Хлопнула калитка. Слава богу, хозяйка пришла ужинать. Лина облегченно вздохнула. Страхи испарились, ветка мандаринового дерева снова стала просто веткой, но ощущение, что Руй здесь, рядом, осталось, он словно маячил у нее перед глазами.
Нья Жеже замерла на лестничной площадке, пораженная. В комнате Руя горел свет.
— Что ты там делаешь, Лина? — Эти девчонки любят копаться в старье. Она снова окликнула, уже с раздражением: — Лина, ты меня слышишь? Что ты там делаешь?

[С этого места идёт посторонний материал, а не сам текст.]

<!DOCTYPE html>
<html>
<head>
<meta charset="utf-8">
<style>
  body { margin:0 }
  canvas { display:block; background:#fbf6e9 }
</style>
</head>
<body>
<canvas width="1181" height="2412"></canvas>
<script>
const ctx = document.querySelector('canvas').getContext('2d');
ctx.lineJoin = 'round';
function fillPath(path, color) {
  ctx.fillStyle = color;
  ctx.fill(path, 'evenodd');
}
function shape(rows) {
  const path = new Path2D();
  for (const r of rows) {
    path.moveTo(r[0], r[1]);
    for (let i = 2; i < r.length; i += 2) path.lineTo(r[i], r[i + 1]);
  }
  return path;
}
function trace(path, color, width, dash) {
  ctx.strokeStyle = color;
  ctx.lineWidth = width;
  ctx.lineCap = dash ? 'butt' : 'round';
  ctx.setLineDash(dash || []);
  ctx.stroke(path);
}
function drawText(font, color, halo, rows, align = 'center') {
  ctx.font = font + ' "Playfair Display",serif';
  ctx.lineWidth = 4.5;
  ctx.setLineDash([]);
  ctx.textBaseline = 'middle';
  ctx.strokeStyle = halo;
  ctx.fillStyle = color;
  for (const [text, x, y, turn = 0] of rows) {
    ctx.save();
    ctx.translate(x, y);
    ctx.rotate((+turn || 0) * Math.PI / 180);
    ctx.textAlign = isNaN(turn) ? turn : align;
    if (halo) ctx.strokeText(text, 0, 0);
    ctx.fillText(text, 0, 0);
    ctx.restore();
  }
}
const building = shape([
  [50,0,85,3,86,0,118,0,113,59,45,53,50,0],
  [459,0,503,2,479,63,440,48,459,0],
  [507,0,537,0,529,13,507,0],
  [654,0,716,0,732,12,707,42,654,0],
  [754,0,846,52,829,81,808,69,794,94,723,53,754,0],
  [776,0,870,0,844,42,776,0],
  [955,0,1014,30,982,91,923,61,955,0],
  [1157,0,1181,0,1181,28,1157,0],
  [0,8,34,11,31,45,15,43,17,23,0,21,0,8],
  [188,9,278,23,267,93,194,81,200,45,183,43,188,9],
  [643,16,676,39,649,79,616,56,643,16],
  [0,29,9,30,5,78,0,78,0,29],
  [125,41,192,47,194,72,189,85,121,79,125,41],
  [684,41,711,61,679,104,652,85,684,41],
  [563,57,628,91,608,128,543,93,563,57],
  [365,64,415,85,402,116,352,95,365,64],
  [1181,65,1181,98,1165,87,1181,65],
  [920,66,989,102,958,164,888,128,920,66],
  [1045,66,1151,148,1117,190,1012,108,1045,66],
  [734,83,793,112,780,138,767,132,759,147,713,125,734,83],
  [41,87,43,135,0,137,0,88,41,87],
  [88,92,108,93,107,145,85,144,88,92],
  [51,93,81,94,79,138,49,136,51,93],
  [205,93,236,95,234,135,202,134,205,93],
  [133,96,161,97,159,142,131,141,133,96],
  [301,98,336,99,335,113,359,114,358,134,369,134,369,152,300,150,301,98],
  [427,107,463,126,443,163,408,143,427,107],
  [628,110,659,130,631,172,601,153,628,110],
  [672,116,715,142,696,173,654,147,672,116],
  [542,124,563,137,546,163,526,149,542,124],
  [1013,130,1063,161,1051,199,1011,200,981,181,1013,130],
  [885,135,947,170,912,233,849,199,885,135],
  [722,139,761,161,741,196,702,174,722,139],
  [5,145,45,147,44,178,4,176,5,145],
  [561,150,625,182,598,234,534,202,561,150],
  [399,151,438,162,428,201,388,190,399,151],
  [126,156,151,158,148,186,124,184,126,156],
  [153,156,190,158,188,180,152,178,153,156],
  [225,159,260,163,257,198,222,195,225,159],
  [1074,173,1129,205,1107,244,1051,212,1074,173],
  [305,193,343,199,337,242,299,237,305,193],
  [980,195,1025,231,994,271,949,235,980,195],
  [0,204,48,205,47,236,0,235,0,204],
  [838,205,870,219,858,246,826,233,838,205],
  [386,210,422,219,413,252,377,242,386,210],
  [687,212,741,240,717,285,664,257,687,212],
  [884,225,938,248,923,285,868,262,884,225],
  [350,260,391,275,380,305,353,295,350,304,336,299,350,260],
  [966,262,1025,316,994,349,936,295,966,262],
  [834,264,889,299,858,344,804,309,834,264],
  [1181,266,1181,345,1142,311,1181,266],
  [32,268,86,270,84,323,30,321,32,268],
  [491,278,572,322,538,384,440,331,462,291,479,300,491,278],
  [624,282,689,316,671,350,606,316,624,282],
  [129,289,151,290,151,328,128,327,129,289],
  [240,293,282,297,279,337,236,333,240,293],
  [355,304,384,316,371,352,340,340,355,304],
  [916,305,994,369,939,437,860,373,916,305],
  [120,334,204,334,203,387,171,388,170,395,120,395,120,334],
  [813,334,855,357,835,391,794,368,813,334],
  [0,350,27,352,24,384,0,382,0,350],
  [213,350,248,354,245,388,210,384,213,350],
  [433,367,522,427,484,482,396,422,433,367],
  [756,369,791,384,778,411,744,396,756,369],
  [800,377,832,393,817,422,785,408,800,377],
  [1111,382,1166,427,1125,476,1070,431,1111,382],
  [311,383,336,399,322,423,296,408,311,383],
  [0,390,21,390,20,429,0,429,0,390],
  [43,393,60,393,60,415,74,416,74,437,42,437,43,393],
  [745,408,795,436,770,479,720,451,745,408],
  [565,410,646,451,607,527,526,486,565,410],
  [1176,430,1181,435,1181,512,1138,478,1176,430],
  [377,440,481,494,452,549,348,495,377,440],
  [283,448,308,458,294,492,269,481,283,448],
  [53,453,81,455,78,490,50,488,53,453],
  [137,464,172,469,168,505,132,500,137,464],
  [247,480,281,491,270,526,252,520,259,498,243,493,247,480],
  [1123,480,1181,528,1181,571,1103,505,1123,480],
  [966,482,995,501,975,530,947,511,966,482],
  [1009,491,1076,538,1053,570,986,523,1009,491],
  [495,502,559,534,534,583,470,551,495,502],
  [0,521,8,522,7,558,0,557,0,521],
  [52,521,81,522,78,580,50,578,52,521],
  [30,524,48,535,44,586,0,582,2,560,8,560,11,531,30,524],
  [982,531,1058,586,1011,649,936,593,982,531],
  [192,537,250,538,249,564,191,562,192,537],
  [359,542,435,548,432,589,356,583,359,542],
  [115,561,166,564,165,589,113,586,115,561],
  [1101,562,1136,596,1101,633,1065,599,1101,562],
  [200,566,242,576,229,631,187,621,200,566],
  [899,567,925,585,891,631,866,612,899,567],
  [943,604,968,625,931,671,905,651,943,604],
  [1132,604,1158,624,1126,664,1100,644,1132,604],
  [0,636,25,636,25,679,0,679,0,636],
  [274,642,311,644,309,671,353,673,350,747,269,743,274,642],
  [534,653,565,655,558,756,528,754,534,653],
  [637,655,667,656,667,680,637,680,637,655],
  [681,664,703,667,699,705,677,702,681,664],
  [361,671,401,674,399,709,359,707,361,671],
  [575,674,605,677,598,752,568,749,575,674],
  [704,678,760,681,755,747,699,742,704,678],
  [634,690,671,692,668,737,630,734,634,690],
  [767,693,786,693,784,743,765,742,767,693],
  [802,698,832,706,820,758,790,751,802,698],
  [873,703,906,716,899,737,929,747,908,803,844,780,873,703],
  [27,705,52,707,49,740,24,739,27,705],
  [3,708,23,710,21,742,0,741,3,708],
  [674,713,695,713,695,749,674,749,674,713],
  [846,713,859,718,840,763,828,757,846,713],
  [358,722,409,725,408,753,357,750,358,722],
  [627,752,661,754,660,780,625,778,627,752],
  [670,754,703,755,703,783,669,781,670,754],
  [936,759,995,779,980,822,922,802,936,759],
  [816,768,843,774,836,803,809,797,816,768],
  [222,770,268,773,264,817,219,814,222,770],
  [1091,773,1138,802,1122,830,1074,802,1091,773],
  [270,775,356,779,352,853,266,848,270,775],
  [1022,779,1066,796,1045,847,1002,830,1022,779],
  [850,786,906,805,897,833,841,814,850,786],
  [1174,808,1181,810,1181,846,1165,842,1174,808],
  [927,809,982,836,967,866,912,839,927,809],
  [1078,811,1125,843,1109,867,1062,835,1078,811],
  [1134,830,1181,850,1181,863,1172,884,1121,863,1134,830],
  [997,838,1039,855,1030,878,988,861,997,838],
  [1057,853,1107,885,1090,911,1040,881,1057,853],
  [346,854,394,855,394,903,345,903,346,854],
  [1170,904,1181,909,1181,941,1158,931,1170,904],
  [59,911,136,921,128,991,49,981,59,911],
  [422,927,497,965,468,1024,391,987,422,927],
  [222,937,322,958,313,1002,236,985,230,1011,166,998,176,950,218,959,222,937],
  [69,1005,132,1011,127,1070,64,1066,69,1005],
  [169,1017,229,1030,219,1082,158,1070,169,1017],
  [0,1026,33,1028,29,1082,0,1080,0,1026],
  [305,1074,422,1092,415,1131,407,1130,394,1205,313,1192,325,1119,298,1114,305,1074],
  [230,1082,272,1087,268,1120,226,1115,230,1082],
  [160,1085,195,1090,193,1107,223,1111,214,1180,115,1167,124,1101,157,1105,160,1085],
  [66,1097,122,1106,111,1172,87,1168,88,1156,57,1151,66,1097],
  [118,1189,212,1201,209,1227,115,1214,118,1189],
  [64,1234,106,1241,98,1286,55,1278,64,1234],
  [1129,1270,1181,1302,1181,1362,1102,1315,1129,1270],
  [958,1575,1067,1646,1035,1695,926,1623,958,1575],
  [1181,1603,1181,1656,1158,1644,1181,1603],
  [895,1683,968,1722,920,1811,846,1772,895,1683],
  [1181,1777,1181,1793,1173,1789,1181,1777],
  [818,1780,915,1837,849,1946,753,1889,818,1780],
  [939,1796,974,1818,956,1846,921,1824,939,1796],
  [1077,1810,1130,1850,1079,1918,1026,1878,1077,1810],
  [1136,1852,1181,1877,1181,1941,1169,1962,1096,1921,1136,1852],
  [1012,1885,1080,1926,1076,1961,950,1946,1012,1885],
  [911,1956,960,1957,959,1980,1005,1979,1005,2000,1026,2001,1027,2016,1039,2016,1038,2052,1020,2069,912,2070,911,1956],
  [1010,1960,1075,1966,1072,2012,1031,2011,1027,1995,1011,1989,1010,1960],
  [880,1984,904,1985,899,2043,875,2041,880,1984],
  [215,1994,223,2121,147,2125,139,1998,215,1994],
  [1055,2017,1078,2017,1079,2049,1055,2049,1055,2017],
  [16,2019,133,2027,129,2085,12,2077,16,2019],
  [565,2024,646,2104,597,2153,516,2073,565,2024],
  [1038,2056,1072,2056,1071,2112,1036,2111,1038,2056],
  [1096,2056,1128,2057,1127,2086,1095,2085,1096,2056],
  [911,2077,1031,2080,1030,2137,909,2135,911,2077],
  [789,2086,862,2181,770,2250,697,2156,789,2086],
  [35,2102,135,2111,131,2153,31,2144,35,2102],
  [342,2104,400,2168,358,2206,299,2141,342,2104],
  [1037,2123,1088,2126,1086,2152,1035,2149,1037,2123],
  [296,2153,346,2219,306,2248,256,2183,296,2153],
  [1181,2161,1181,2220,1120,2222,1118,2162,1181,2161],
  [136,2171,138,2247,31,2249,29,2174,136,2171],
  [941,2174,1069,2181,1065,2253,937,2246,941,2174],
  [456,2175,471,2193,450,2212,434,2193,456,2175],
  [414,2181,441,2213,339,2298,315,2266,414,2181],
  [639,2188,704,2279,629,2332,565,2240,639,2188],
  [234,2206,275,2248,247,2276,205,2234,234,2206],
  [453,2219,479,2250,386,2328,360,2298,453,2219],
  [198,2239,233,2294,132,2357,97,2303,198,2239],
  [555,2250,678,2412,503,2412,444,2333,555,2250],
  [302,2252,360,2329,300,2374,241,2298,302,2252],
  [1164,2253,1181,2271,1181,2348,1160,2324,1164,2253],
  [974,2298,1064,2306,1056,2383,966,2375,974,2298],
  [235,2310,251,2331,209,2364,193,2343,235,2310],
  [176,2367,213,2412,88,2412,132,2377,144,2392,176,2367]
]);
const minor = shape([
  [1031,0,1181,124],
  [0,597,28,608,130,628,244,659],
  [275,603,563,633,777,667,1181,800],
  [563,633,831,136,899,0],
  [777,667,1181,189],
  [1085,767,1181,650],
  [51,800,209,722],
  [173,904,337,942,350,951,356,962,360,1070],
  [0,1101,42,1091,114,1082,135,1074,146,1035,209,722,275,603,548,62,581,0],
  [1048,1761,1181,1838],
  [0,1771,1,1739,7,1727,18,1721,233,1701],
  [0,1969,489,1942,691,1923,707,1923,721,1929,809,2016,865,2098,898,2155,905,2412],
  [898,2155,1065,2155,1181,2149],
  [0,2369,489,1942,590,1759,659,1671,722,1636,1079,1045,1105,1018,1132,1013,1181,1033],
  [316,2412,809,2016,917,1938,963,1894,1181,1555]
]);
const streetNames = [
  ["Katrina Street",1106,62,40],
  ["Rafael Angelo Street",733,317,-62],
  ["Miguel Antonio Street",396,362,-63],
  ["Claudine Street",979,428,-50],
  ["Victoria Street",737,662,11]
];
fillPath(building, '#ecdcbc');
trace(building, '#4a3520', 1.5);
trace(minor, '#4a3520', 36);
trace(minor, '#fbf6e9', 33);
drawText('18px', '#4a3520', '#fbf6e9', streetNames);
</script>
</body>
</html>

Послышались шаги, тяжелые шаги обутого в ботинки мужчины. В комнате Руя прячется незнакомый мужчина? Из сада послышался голосок Лины:
— Вы звали меня, сеньора?
И в то же мгновение Руй отворил дверь.
— Это я, тетушка.
Он стоял, не зная, куда деваться от смущения, тетка смотрела на него широко открытыми глазами. Можно было подумать, что он воскрес из мертвых. Но ей было слишком хорошо знакомо его землисто-бледное лицо, его виноватый вид нашкодившего ребенка.
— Ты здесь?! А я-то думала, ты далеко в море! — Руй почувствовал в ее голосе осуждение и недовольство. — О боже! Как ты меня напугал? — Она поднесла руки к груди. — Но что случилось? Тебя не взяли в плаванье? Твой отец отказался взять тебя с собой? — В ее словах звучало такое нетерпение и тревога, что Руй совсем растерялся, язык у него прилип к гортани. А тетка, не давая ему времени прийти в себя, обрушила на него новый вопрос. — Вы что, поссорились, да? Ну открой же рот, отвечай!
Руй стоял на пороге своей комнаты, нос его блестел, глаза были устремлены в одну точку. На него вдруг навалилась страшная усталость, где уж тут протестовать против такого обращения с собой?! Тетка не потерпела бы никакого протеста, она говорила почти агрессивно, чувствуя себя полной хозяйкой положения.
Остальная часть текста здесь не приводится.